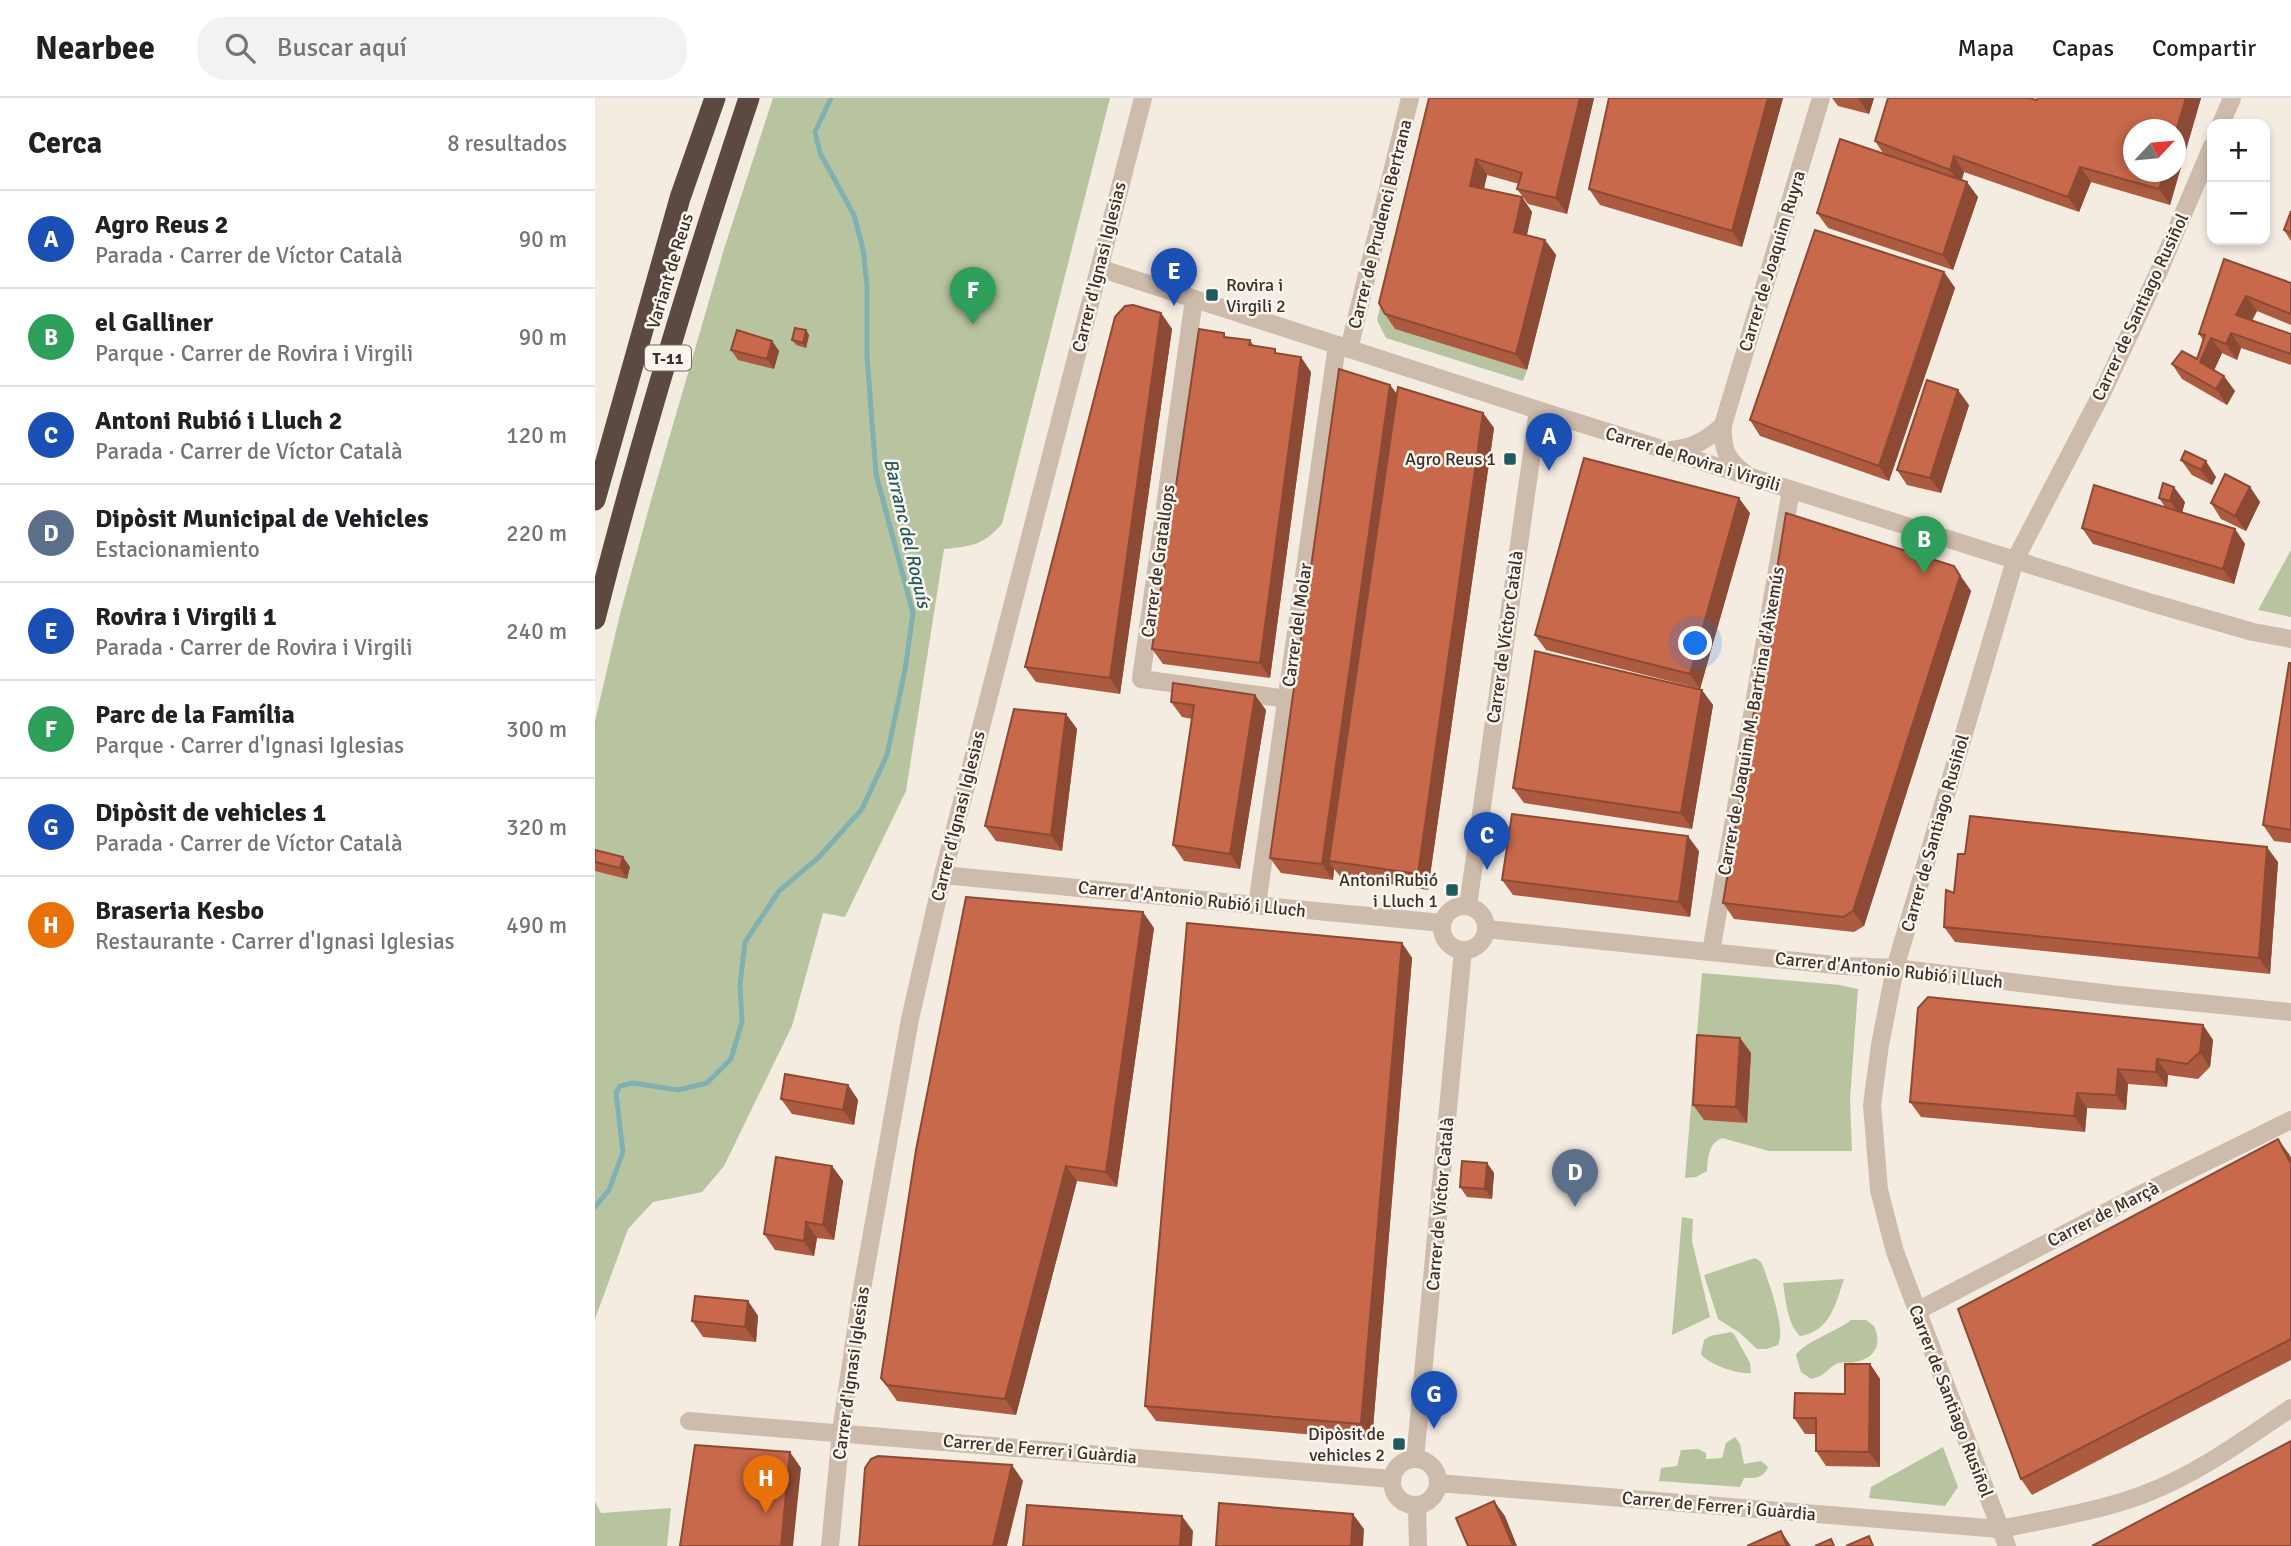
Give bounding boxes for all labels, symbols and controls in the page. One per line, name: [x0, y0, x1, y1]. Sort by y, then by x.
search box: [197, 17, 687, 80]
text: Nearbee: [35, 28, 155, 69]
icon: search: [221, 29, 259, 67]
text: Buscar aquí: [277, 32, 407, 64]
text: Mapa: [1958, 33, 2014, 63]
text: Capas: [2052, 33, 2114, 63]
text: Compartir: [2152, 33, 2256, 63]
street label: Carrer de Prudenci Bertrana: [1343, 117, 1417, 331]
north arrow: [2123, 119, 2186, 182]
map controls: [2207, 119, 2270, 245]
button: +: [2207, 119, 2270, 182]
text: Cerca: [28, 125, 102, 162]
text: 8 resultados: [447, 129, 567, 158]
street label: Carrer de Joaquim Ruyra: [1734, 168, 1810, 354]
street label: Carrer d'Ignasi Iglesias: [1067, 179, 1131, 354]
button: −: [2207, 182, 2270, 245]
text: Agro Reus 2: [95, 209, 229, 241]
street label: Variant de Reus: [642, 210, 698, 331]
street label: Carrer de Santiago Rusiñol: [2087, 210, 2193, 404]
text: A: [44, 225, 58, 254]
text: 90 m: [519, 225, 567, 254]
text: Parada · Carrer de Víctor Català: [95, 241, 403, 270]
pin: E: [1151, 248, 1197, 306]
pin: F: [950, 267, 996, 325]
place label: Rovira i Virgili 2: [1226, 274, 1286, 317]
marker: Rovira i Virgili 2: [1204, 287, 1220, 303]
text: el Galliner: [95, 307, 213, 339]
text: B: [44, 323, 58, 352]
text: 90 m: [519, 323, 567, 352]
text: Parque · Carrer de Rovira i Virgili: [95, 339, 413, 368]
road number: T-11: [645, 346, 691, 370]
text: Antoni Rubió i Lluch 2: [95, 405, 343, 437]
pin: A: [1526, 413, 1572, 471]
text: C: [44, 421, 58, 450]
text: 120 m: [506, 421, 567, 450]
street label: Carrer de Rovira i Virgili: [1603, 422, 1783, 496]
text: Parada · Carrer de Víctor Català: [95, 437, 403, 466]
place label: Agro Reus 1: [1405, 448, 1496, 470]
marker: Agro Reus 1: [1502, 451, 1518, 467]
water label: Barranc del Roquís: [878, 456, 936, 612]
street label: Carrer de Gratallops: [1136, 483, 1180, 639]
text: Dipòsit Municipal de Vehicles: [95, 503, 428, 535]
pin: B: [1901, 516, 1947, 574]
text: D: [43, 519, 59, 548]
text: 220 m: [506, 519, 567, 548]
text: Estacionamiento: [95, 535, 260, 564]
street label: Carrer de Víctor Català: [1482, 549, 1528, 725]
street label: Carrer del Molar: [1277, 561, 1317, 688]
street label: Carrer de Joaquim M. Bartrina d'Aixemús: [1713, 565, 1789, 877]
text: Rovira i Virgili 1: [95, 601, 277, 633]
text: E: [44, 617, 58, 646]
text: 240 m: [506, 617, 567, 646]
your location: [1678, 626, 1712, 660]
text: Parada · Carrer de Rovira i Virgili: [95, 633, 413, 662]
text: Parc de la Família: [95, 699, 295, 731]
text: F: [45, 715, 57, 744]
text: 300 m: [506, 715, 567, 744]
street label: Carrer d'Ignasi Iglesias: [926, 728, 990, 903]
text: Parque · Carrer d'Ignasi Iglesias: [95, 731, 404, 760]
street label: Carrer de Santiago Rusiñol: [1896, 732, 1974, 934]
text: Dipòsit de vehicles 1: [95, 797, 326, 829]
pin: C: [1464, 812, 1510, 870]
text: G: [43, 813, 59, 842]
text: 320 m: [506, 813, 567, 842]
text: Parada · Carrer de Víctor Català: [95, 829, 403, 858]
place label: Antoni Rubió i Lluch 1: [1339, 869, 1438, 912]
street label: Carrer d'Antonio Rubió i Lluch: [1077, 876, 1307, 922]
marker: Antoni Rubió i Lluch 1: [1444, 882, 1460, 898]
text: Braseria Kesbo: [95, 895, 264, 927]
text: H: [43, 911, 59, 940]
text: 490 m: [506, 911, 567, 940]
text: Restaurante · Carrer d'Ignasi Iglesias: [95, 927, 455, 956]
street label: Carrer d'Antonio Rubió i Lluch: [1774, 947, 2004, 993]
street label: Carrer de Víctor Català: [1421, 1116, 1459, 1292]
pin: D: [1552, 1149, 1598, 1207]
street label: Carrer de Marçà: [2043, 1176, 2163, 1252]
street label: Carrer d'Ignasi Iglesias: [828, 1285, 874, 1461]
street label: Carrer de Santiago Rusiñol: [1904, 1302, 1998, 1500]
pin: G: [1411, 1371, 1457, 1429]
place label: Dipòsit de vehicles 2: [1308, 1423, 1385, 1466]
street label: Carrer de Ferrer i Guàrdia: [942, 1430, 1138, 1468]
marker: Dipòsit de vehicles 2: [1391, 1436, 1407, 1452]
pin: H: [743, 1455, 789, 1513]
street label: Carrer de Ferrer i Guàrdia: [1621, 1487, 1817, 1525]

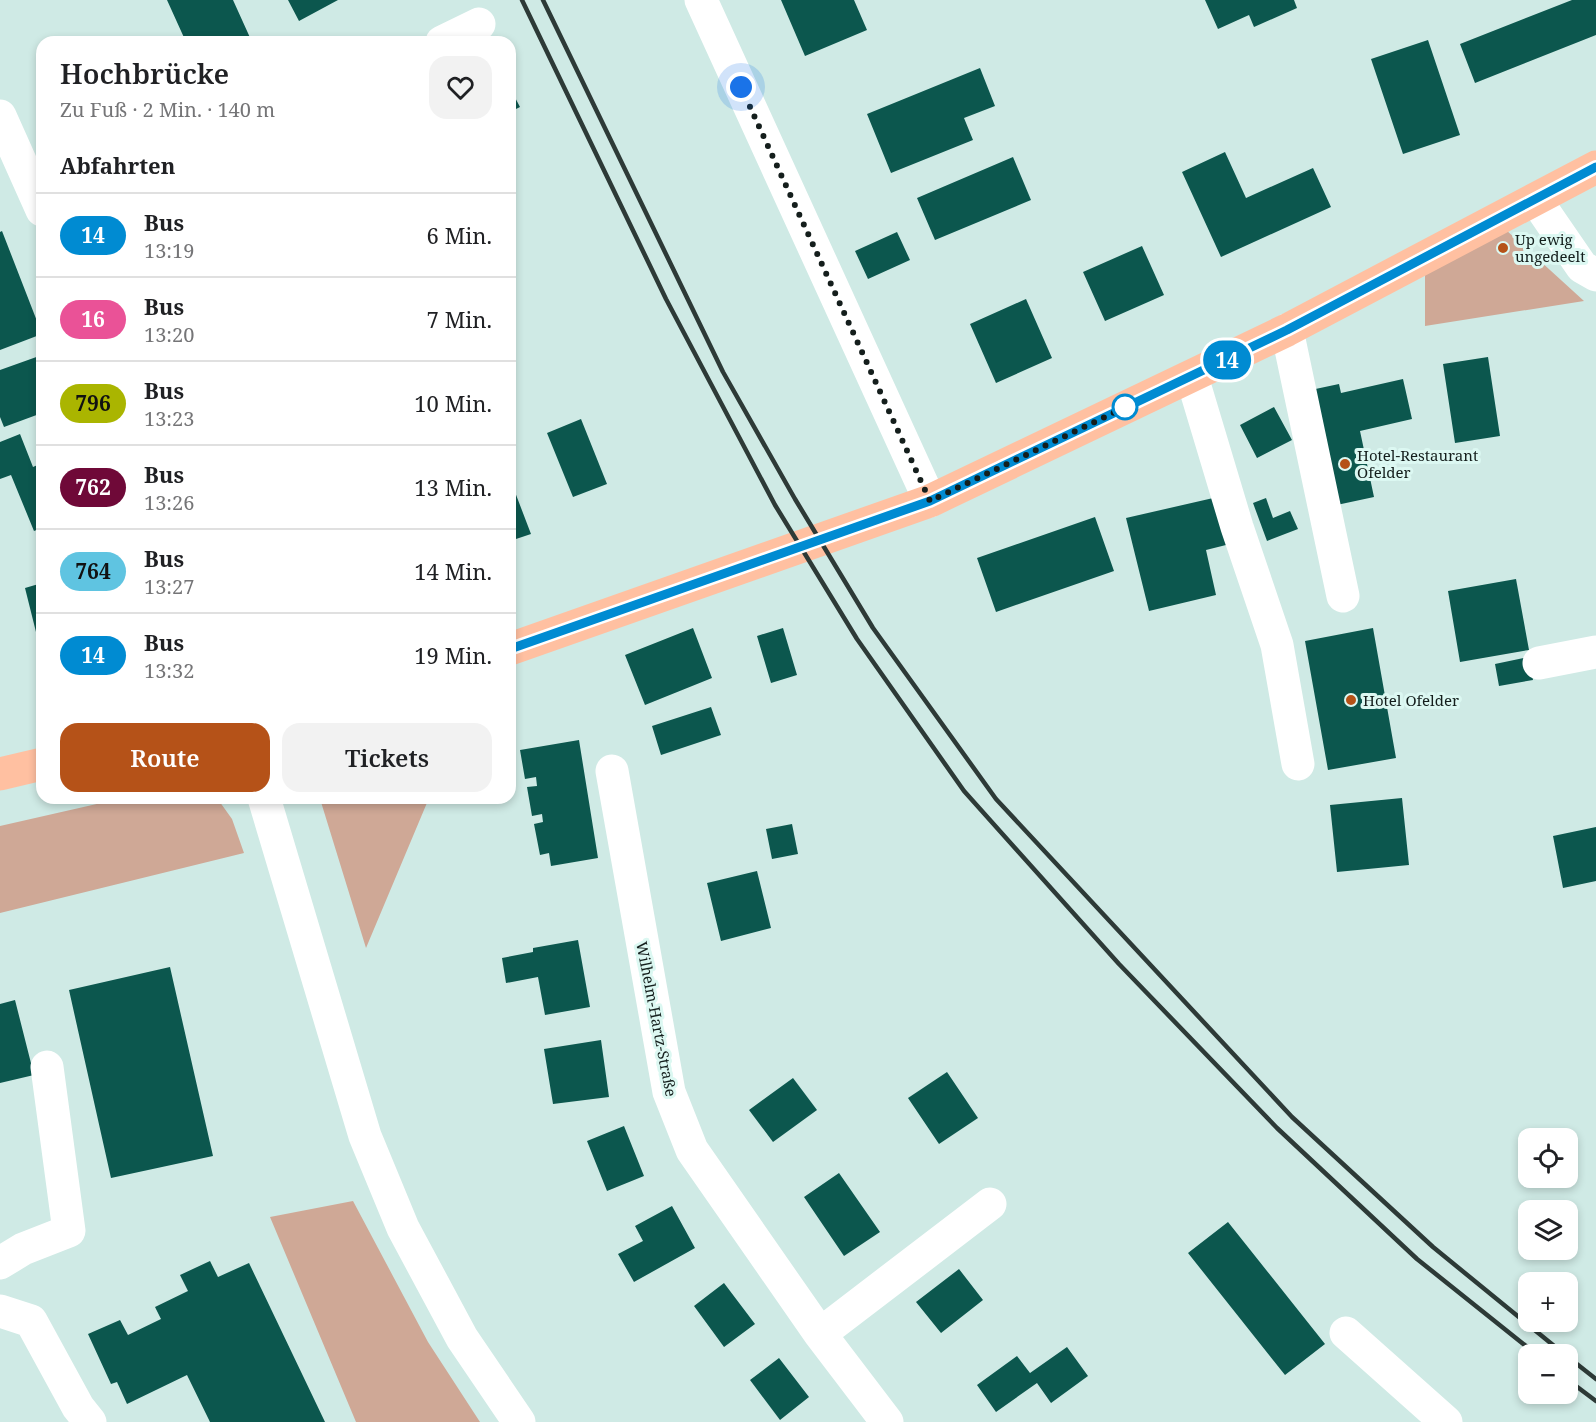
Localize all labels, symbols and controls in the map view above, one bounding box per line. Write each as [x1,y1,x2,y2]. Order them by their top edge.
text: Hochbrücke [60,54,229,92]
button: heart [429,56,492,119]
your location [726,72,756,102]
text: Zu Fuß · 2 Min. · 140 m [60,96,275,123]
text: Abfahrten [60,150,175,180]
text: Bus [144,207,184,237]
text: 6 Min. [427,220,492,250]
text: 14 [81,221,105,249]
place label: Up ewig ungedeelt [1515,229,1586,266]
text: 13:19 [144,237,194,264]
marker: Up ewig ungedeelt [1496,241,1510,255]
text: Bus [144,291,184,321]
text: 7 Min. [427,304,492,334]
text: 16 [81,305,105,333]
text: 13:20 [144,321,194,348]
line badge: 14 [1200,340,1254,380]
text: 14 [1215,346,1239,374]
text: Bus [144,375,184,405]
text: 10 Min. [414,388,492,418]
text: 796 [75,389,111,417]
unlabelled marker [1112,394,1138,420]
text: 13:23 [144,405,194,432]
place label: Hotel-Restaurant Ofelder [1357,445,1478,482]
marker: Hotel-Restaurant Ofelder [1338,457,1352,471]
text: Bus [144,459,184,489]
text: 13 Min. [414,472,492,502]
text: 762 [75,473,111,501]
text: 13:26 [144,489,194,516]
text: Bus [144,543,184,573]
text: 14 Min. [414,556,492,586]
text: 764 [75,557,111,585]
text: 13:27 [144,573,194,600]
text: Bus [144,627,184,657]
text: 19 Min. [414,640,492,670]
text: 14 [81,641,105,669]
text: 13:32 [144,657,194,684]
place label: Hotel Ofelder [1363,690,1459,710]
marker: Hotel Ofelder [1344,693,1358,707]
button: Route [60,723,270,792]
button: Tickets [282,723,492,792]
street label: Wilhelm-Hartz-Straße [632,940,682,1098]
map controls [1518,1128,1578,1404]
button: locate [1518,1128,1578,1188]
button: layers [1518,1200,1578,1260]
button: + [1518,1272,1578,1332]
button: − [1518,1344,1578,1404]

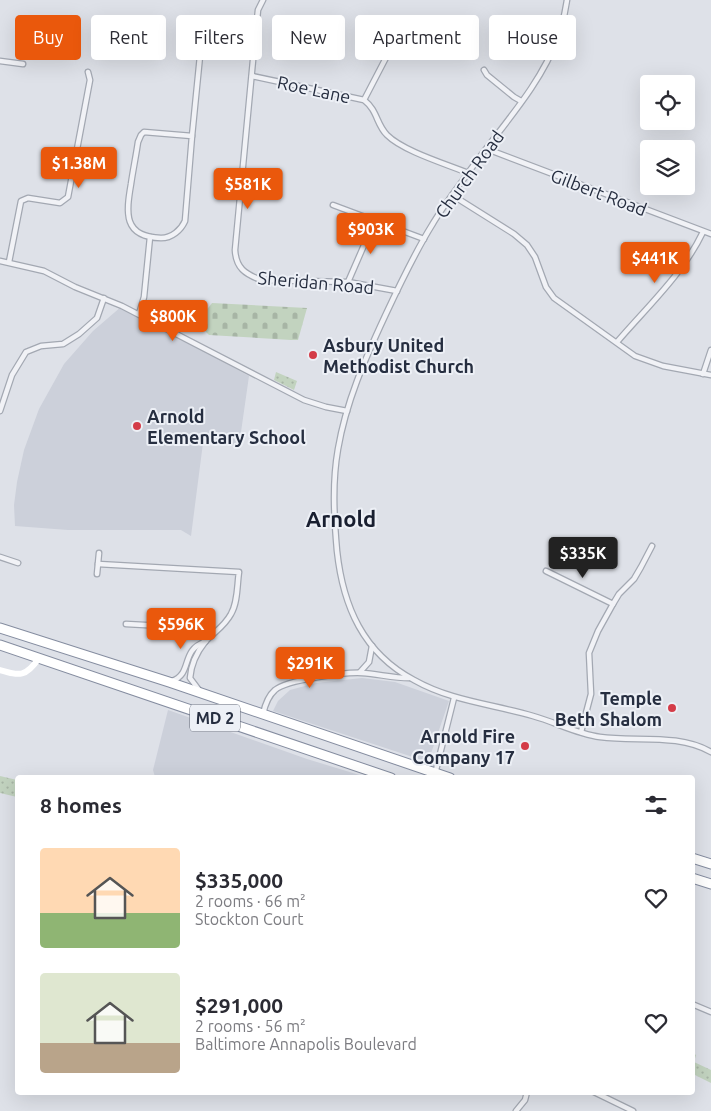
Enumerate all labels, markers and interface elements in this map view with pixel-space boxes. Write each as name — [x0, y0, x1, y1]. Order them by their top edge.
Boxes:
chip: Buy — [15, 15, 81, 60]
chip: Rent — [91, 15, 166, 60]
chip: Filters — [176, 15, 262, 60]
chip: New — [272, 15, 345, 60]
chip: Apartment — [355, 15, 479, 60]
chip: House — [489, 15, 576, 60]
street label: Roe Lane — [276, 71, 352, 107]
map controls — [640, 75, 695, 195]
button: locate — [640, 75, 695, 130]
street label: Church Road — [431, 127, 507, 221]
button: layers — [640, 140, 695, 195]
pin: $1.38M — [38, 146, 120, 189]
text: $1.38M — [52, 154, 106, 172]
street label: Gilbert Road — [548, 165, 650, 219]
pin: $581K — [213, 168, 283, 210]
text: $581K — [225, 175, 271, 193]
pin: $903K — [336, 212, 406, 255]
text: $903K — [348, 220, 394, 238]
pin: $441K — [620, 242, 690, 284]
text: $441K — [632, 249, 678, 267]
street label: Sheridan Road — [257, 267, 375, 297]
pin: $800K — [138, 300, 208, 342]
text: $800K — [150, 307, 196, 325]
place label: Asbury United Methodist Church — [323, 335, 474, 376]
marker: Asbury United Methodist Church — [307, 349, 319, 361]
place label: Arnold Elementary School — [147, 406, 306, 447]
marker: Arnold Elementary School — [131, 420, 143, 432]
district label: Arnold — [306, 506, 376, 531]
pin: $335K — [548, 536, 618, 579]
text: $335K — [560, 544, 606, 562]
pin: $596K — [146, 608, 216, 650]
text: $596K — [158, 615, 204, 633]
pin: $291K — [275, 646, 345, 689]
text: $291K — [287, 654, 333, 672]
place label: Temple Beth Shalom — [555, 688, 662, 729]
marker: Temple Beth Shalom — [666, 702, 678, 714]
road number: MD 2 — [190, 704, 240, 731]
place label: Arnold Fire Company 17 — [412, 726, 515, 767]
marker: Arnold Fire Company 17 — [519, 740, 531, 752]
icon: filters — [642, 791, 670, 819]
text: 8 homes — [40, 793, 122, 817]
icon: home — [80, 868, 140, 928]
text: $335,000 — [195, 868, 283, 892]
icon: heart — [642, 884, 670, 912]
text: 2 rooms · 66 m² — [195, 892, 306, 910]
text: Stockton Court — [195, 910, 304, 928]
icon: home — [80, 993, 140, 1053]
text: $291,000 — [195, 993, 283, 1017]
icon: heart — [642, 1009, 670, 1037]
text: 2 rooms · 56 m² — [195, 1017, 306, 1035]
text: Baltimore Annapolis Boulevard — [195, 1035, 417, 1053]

────────

WHAT THE TASK ASKS: Within the data, how many lines hold the string "controls"? Answer with the number and nothing more.

SOLUTION FOR THIS TASK: 5